* [The task]
Exclude the pictures, then restate exactly each line of the data below from the first through the line containing "Read this picture".

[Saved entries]
•••

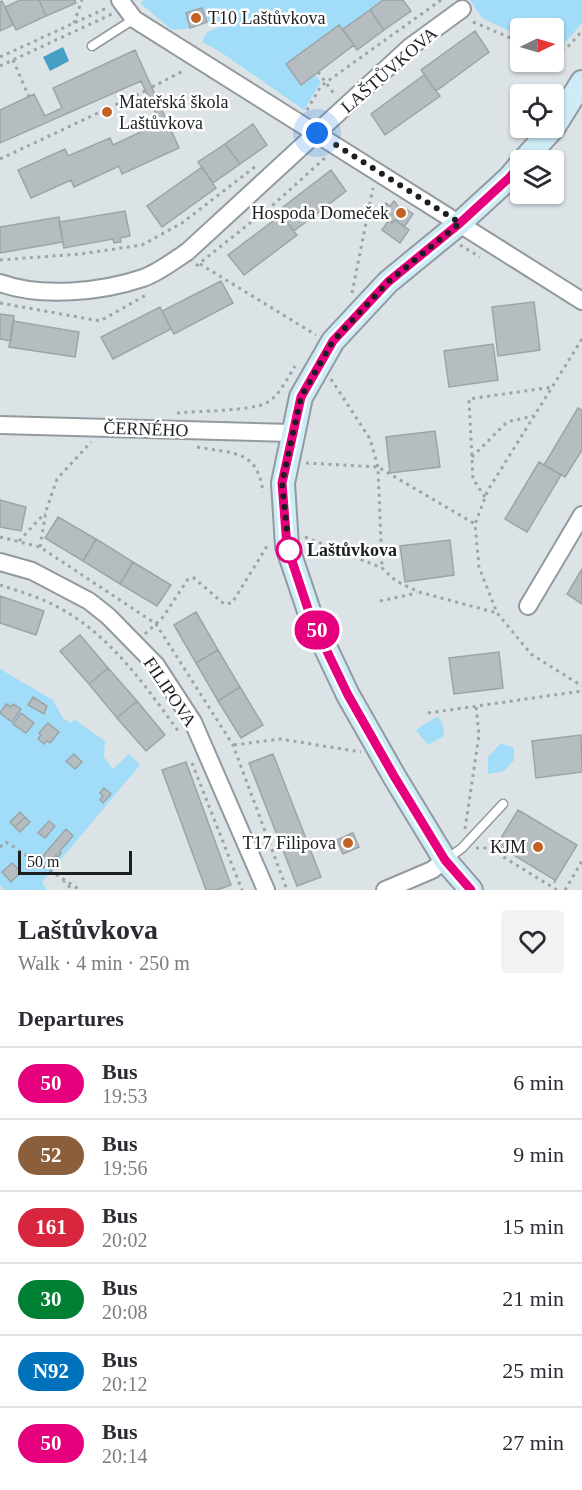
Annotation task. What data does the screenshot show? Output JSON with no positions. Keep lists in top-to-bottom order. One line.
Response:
{"streets":{"street":["LAŠTŮVKOVA","ČERNÉHO","FILIPOVA"]},"places":["T10 Laštůvkova","Mateřská škola Laštůvkova","Hospoda Domeček","Laštůvkova","T17 Filipova","KJM"],"lines":["bus line 50"],"scale_bar":"50 m","north":"right","page":{"on_map":"50","scale":"50 m","heading":[["Laštůvkova","Walk · 4 min · 250 m"],"Departures"],"list":[{"mark":"50","name":"Bus","note":"19:53","value":"6 min"},{"mark":"52","name":"Bus","note":"19:56","value":"9 min"},{"mark":"161","name":"Bus","note":"20:02","value":"15 min"},{"mark":"30","name":"Bus","note":"20:08","value":"21 min"},{"mark":"N92","name":"Bus","note":"20:12","value":"25 min"},{"mark":"50","name":"Bus","note":"20:14","value":"27 min"}]}}
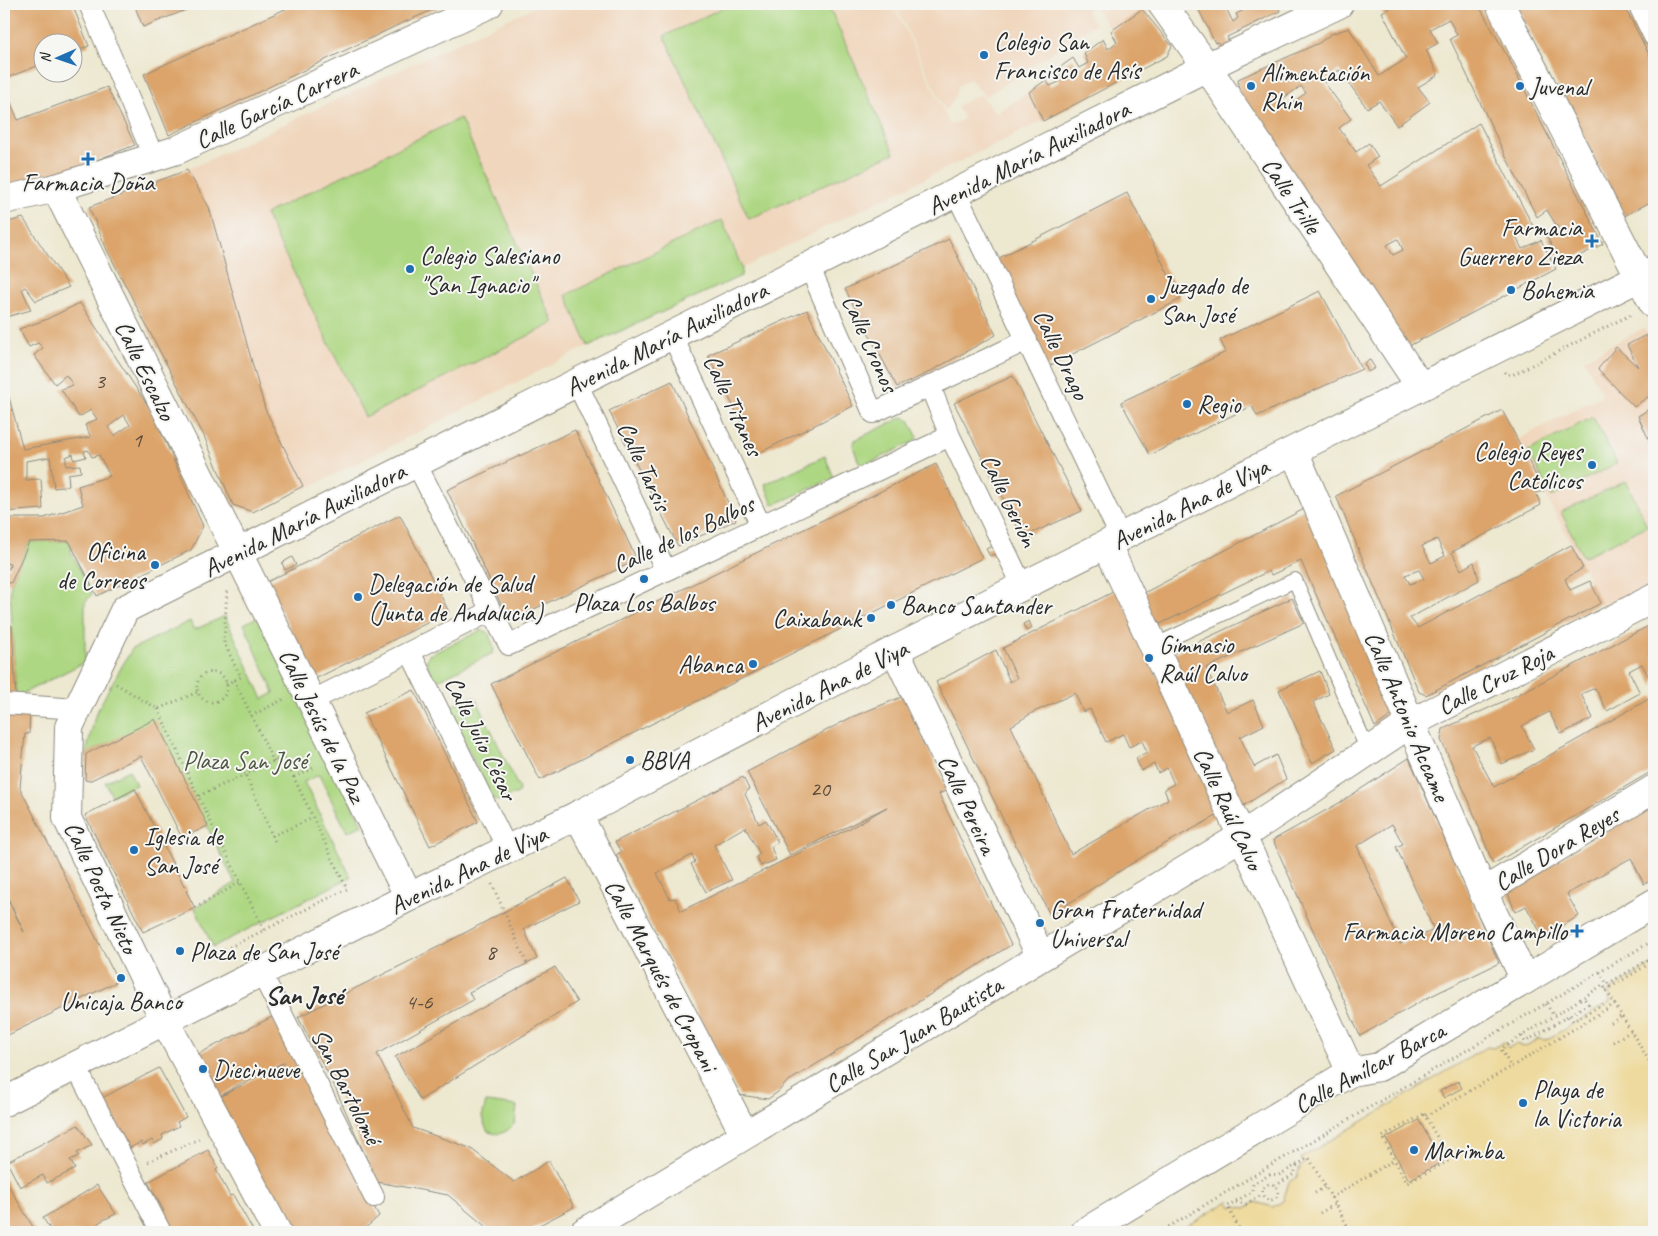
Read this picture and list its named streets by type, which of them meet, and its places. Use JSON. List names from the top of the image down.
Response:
{
  "streets": {
    "street": [
      "Calle García Carrera",
      "Avenida María Auxiliadora",
      "Calle Trille",
      "Calle Cronos",
      "Calle Drago",
      "Calle Escalzo",
      "Calle Titanes",
      "Calle Tarsis",
      "Calle Gerión",
      "Avenida Ana de Viya",
      "Calle de los Balbos",
      "Calle Cruz Roja",
      "Calle Antonio Accame",
      "Calle Jesús de la Paz",
      "Calle Julio César",
      "Calle Pereira",
      "Calle Raúl Calvo",
      "Calle Dora Reyes",
      "Calle Poeta Nieto",
      "Calle Marqués de Cropani",
      "Calle San Juan Bautista",
      "Calle Amílcar Barca",
      "San Bartolomé"
    ]
  },
  "crossings": [
    ["Calle García Carrera", "Calle Escalzo"],
    ["Avenida María Auxiliadora", "Calle Trille"],
    ["Avenida María Auxiliadora", "Calle Cronos"],
    ["Avenida María Auxiliadora", "Calle Drago"],
    ["Avenida María Auxiliadora", "Calle Escalzo"],
    ["Avenida María Auxiliadora", "Calle Titanes"],
    ["Avenida María Auxiliadora", "Calle Tarsis"],
    ["Avenida María Auxiliadora", "Calle Jesús de la Paz"],
    ["Avenida María Auxiliadora", "Calle Poeta Nieto"],
    ["Calle Trille", "Avenida Ana de Viya"],
    ["Calle Drago", "Avenida Ana de Viya"],
    ["Calle Drago", "Calle Raúl Calvo"],
    ["Calle Escalzo", "Calle Jesús de la Paz"],
    ["Calle Titanes", "Calle de los Balbos"],
    ["Calle Tarsis", "Calle de los Balbos"],
    ["Calle Gerión", "Avenida Ana de Viya"],
    ["Calle Gerión", "Calle de los Balbos"],
    ["Avenida Ana de Viya", "Calle Antonio Accame"],
    ["Avenida Ana de Viya", "Calle Jesús de la Paz"],
    ["Avenida Ana de Viya", "Calle Julio César"],
    ["Avenida Ana de Viya", "Calle Pereira"],
    ["Avenida Ana de Viya", "Calle Raúl Calvo"],
    ["Avenida Ana de Viya", "Calle Poeta Nieto"],
    ["Avenida Ana de Viya", "Calle Marqués de Cropani"],
    ["Avenida Ana de Viya", "San Bartolomé"],
    ["Calle Cruz Roja", "Calle Antonio Accame"],
    ["Calle Cruz Roja", "Calle Raúl Calvo"],
    ["Calle Cruz Roja", "Calle San Juan Bautista"],
    ["Calle Antonio Accame", "Calle Dora Reyes"],
    ["Calle Antonio Accame", "Calle Amílcar Barca"],
    ["Calle Pereira", "Calle San Juan Bautista"],
    ["Calle Raúl Calvo", "Calle San Juan Bautista"],
    ["Calle Raúl Calvo", "Calle Amílcar Barca"],
    ["Calle Marqués de Cropani", "Calle San Juan Bautista"]
  ],
  "districts": ["San José"],
  "parks": ["Plaza San José"],
  "places": {
    "other": [
      "Colegio San Francisco de Asís",
      "Alimentación Rhin",
      "Juvenal",
      "Colegio Salesiano \"San Ignacio\"",
      "Bohemia",
      "Juzgado de San José",
      "Regio",
      "Colegio Reyes Católicos",
      "Oficina de Correos",
      "Plaza Los Balbos",
      "Delegación de Salud (Junta de Andalucía)",
      "Banco Santander",
      "Caixabank",
      "Gimnasio Raúl Calvo",
      "Abanca",
      "BBVA",
      "Iglesia de San José",
      "Gran Fraternidad Universal",
      "Plaza de San José",
      "Unicaja Banco",
      "Diecinueve",
      "Playa de la Victoria",
      "Marimba"
    ],
    "health": ["Farmacia Doña", "Farmacia Guerrero Zieza", "Farmacia Moreno Campillo"]
  },
  "house_numbers": [
    "3",
    "1",
    "20",
    "8",
    "4-6"
  ],
  "north": "left"
}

•••

* [Response below]
Annotation task. What data does the screenshot show? Output JSON with no positions. Keep lists in top-to-bottom order. One line.
Response:
{"streets":{"street":["LAŠTŮVKOVA","ČERNÉHO","FILIPOVA"]},"places":["T10 Laštůvkova","Mateřská škola Laštůvkova","Hospoda Domeček","Laštůvkova","T17 Filipova","KJM"],"lines":["bus line 50"],"scale_bar":"50 m","north":"right","page":{"on_map":"50","scale":"50 m","heading":[["Laštůvkova","Walk · 4 min · 250 m"],"Departures"],"list":[{"mark":"50","name":"Bus","note":"19:53","value":"6 min"},{"mark":"52","name":"Bus","note":"19:56","value":"9 min"},{"mark":"161","name":"Bus","note":"20:02","value":"15 min"},{"mark":"30","name":"Bus","note":"20:08","value":"21 min"},{"mark":"N92","name":"Bus","note":"20:12","value":"25 min"},{"mark":"50","name":"Bus","note":"20:14","value":"27 min"}]}}
Read this picture and list its named streets by type, which of them meet, and its places. Use JSON. List names from the top of the image down.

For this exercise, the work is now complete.